### [TRY IT]
Copy nothing but the text: repeat each entry exactly and drop the images.

[RECORDS PROVIDED Boundary: Start]

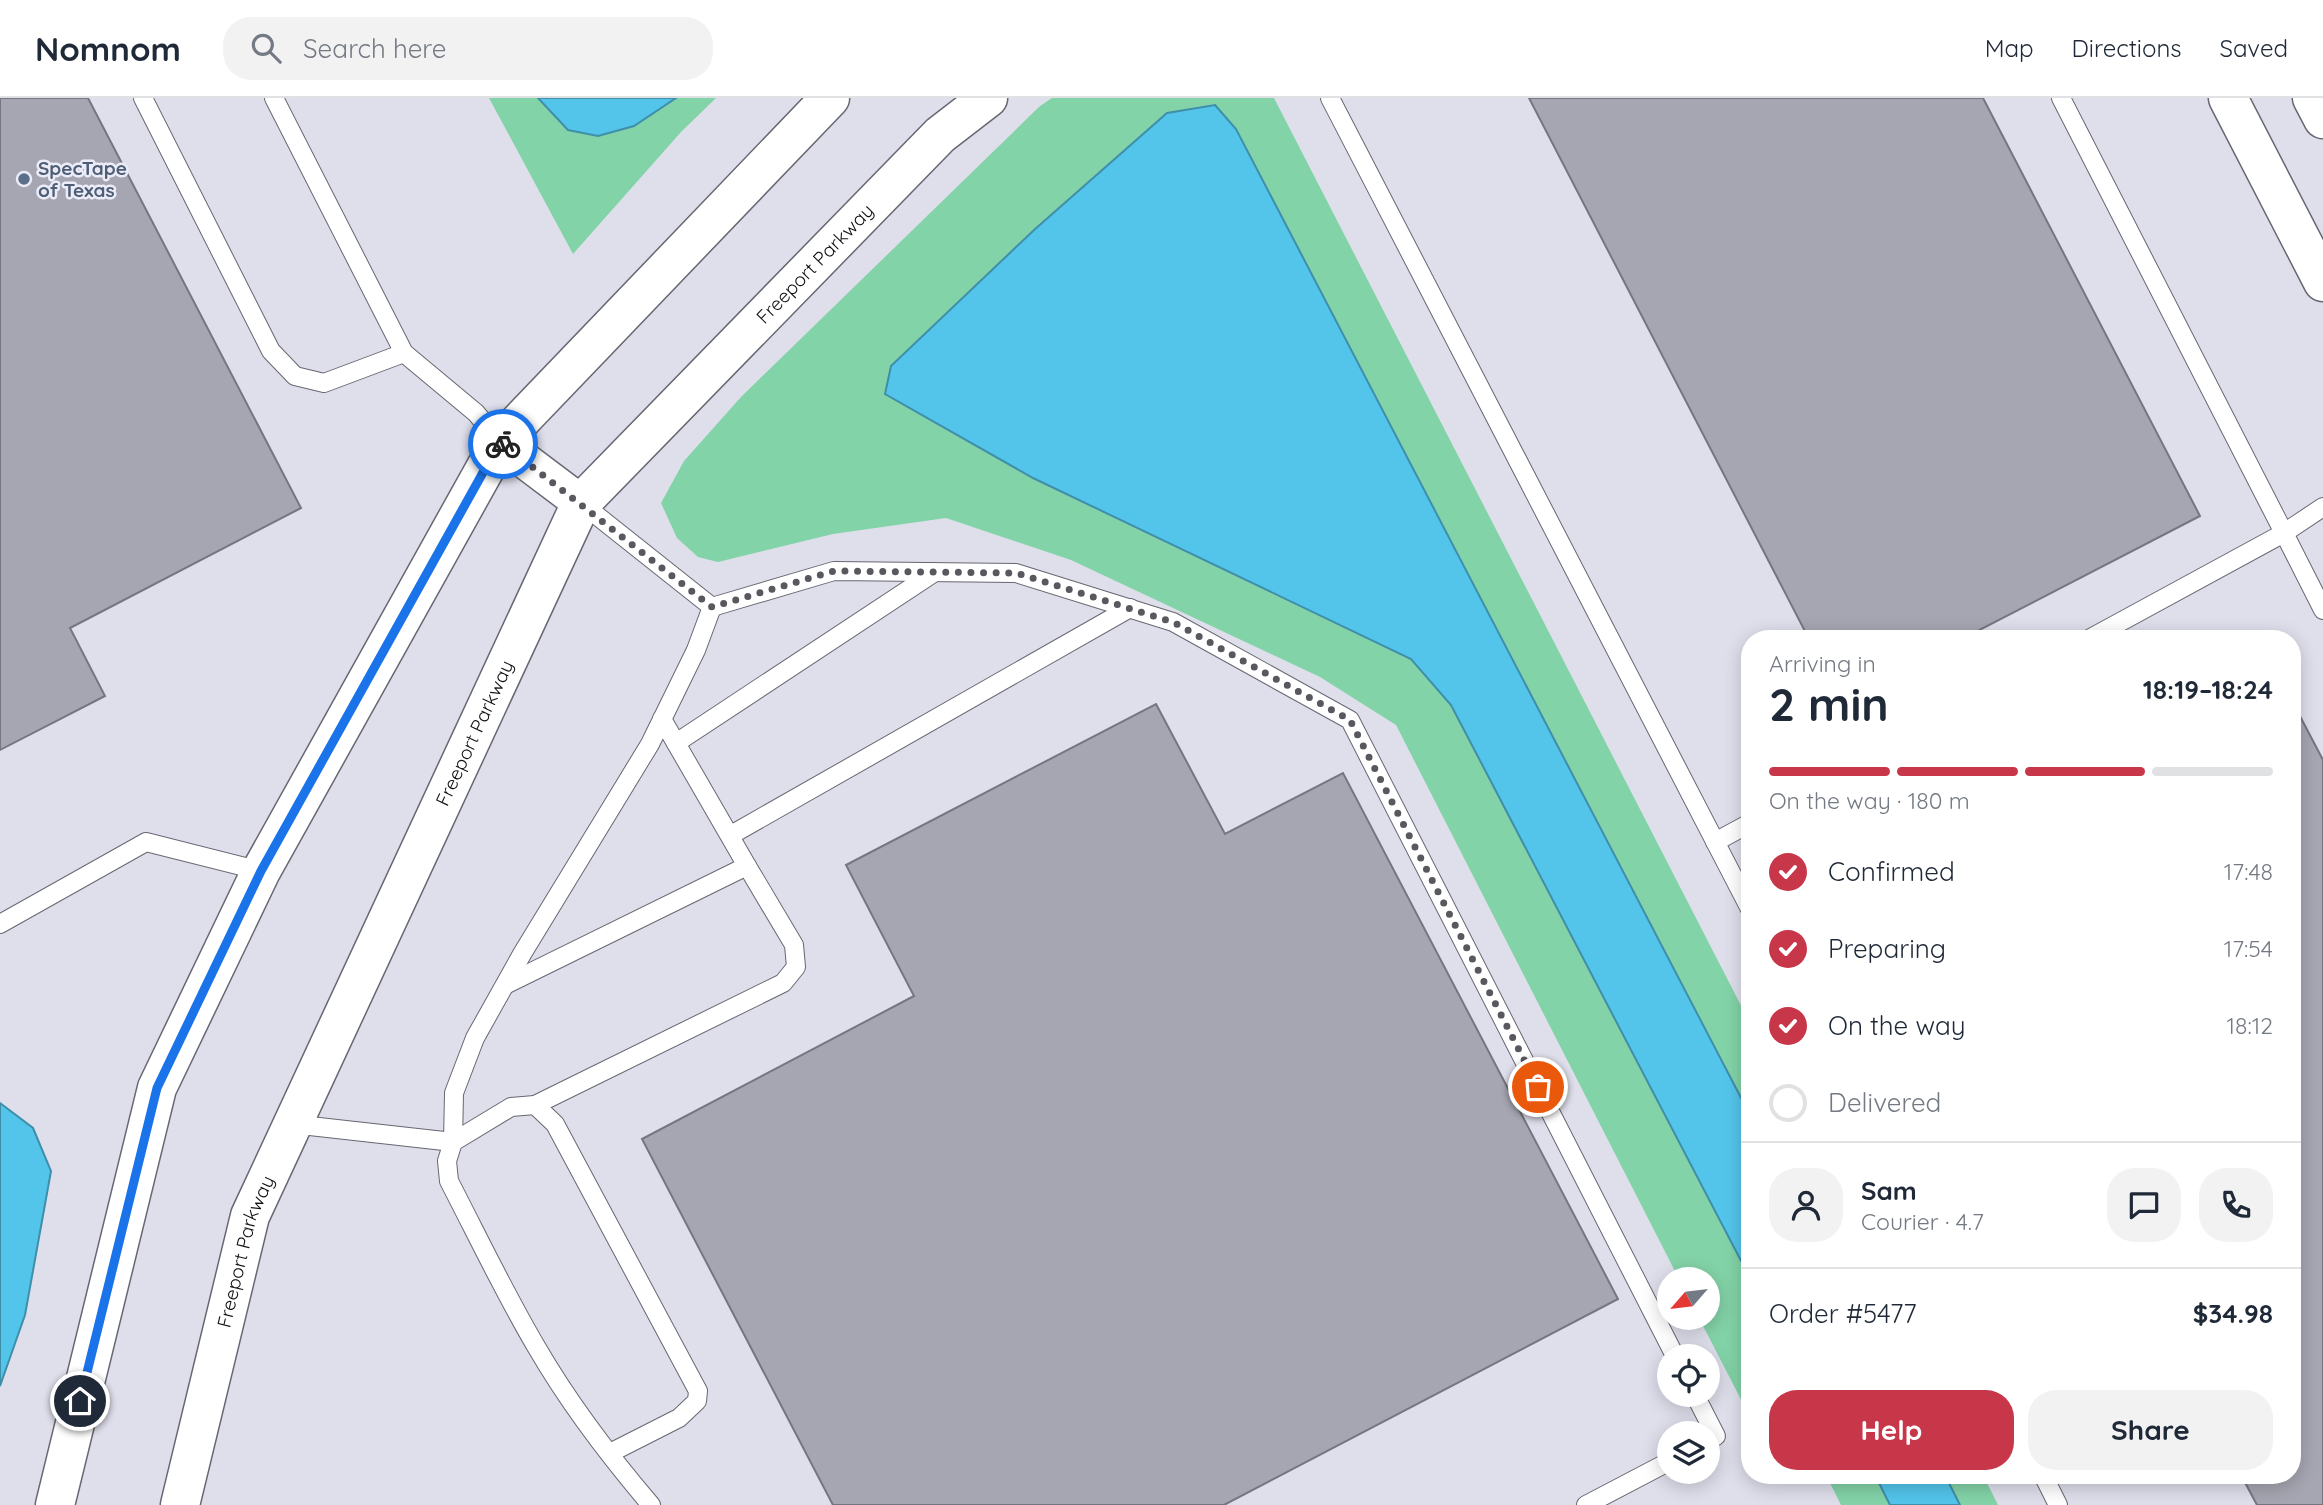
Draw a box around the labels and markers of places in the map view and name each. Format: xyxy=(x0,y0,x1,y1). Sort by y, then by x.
place label: SpecTape of Texas xyxy=(38,156,127,202)
marker: SpecTape of Texas xyxy=(16,171,32,187)
pin xyxy=(1508,1057,1568,1117)
pin xyxy=(50,1371,110,1431)

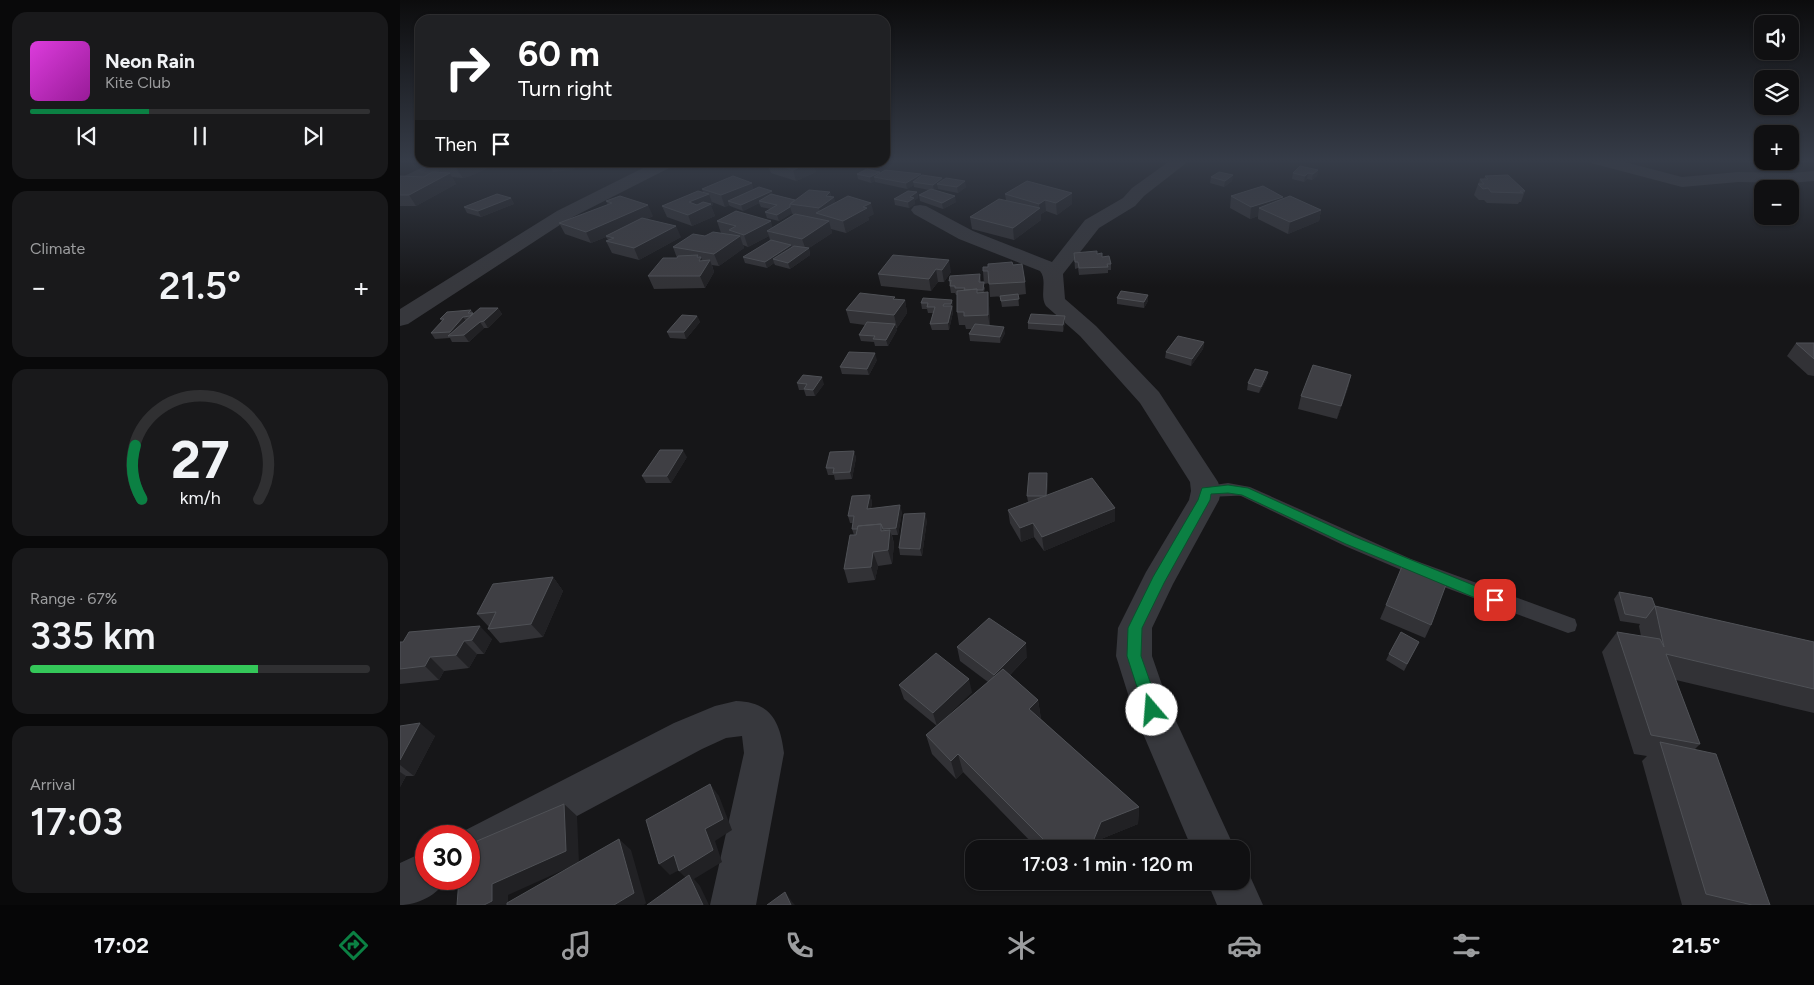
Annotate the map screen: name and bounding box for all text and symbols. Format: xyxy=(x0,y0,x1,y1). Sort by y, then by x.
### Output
map controls xyxy=(1754,15,1799,225)
button: sound xyxy=(1754,15,1799,60)
text: 60 m xyxy=(518,33,600,75)
icon: right xyxy=(435,35,500,100)
text: Neon Rain xyxy=(105,50,195,73)
button: layers xyxy=(1754,70,1799,115)
text: Kite Club xyxy=(105,73,171,92)
text: Turn right xyxy=(518,75,613,102)
icon: previous xyxy=(73,122,101,150)
icon: pause xyxy=(186,122,214,150)
icon: next xyxy=(299,122,327,150)
button: + xyxy=(1754,125,1799,170)
icon: arrive xyxy=(487,130,515,158)
text: Then xyxy=(435,133,477,156)
button: − xyxy=(1754,180,1799,225)
text: Climate xyxy=(30,239,85,258)
text: 21.5° xyxy=(159,263,241,309)
text: − xyxy=(30,270,47,304)
text: + xyxy=(353,270,370,304)
text: 27 xyxy=(170,429,230,491)
text: km/h xyxy=(180,487,220,508)
pin xyxy=(1474,579,1516,621)
icon: arrive xyxy=(1481,586,1509,614)
text: Range · 67% xyxy=(30,589,117,608)
text: 335 km xyxy=(30,613,155,659)
position arrow xyxy=(1125,683,1177,735)
text: Arrival xyxy=(30,775,75,794)
text: 17:03 xyxy=(30,799,123,845)
speed limit sign: 30 xyxy=(415,825,480,890)
text: 17:03 · 1 min · 120 m xyxy=(1022,853,1193,876)
icon: directions xyxy=(336,928,371,963)
icon: music xyxy=(559,928,594,963)
icon: phone xyxy=(782,928,817,963)
icon: climate xyxy=(1004,928,1039,963)
icon: car xyxy=(1227,928,1262,963)
icon: filters xyxy=(1449,928,1484,963)
text: 17:02 xyxy=(94,932,149,959)
text: 21.5° xyxy=(1672,932,1720,959)

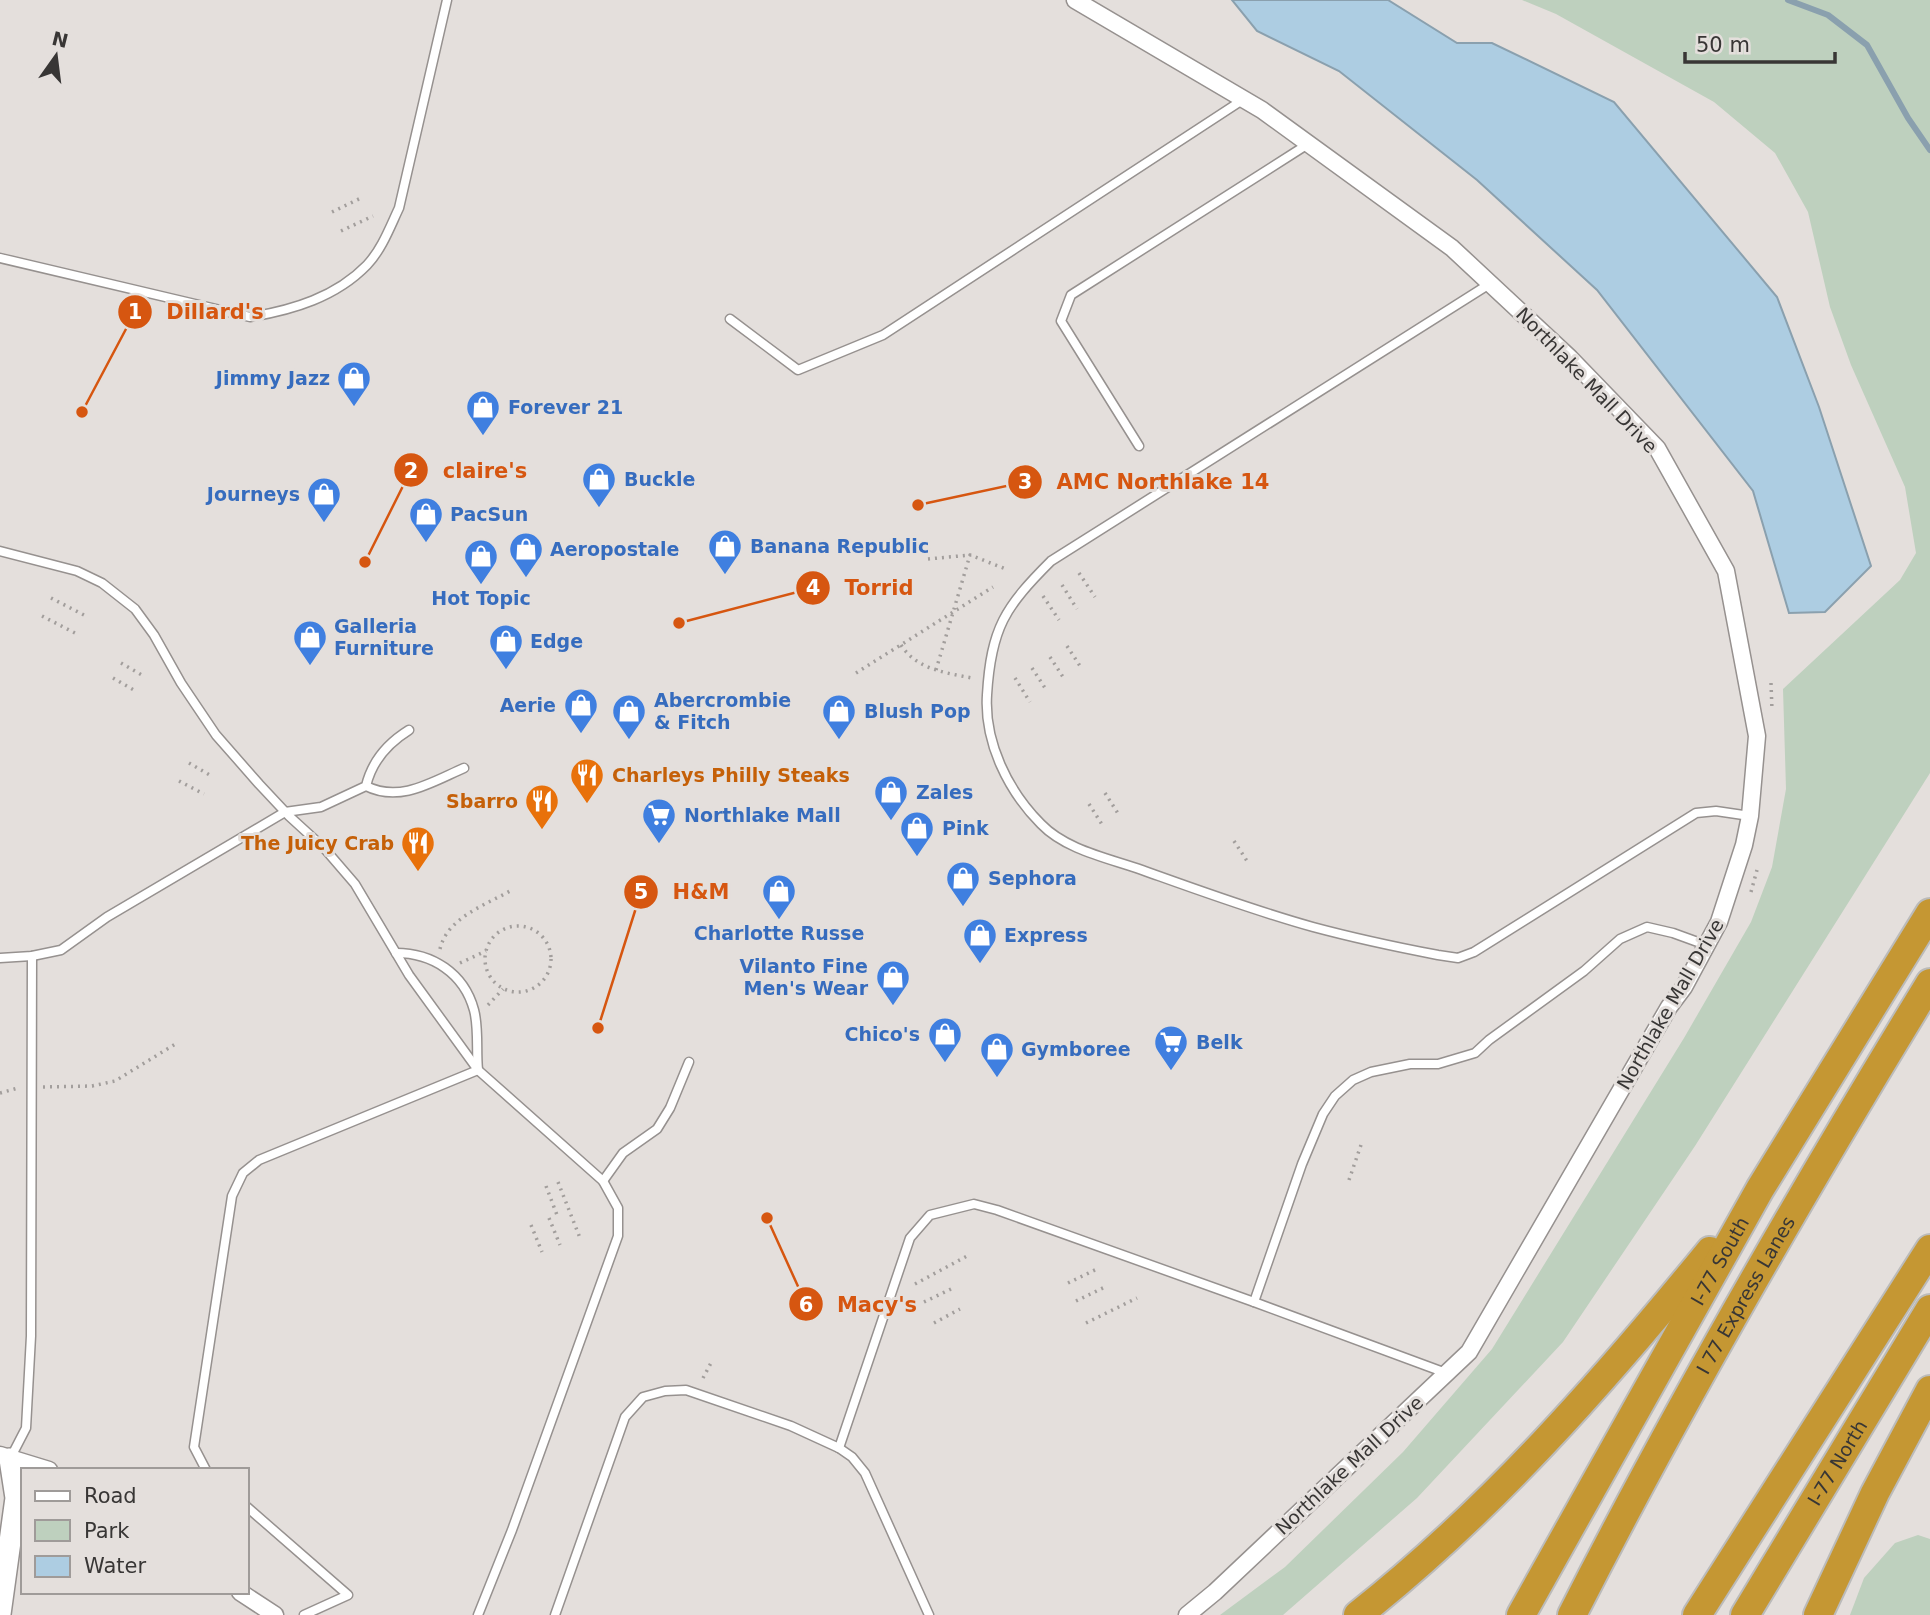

[RECORDS PROVIDED Boundary: End]

### [EXPECTED OUTPUT]
Draw a box around the labels and markers of places in the map view and name each. Format: xyxy=(x0,y0,x1,y1). Sort by y, then by x.
place label: SpecTape of Texas xyxy=(38,156,127,202)
marker: SpecTape of Texas xyxy=(16,171,32,187)
pin xyxy=(1508,1057,1568,1117)
pin xyxy=(50,1371,110,1431)

Annotate the map screen: name and bounding box for all text and symbols. Format: xyxy=(x0,y0,x1,y1). Sort by y, then by x.
### Output
map controls xyxy=(1754,15,1799,225)
button: sound xyxy=(1754,15,1799,60)
text: 60 m xyxy=(518,33,600,75)
icon: right xyxy=(435,35,500,100)
text: Neon Rain xyxy=(105,50,195,73)
button: layers xyxy=(1754,70,1799,115)
text: Kite Club xyxy=(105,73,171,92)
text: Turn right xyxy=(518,75,613,102)
icon: previous xyxy=(73,122,101,150)
icon: pause xyxy=(186,122,214,150)
icon: next xyxy=(299,122,327,150)
button: + xyxy=(1754,125,1799,170)
icon: arrive xyxy=(487,130,515,158)
text: Then xyxy=(435,133,477,156)
button: − xyxy=(1754,180,1799,225)
text: Climate xyxy=(30,239,85,258)
text: 21.5° xyxy=(159,263,241,309)
text: − xyxy=(30,270,47,304)
text: + xyxy=(353,270,370,304)
text: 27 xyxy=(170,429,230,491)
text: km/h xyxy=(180,487,220,508)
pin xyxy=(1474,579,1516,621)
icon: arrive xyxy=(1481,586,1509,614)
text: Range · 67% xyxy=(30,589,117,608)
text: 335 km xyxy=(30,613,155,659)
position arrow xyxy=(1125,683,1177,735)
text: Arrival xyxy=(30,775,75,794)
text: 17:03 xyxy=(30,799,123,845)
speed limit sign: 30 xyxy=(415,825,480,890)
text: 17:03 · 1 min · 120 m xyxy=(1022,853,1193,876)
icon: directions xyxy=(336,928,371,963)
icon: music xyxy=(559,928,594,963)
icon: phone xyxy=(782,928,817,963)
icon: climate xyxy=(1004,928,1039,963)
icon: car xyxy=(1227,928,1262,963)
icon: filters xyxy=(1449,928,1484,963)
text: 17:02 xyxy=(94,932,149,959)
text: 21.5° xyxy=(1672,932,1720,959)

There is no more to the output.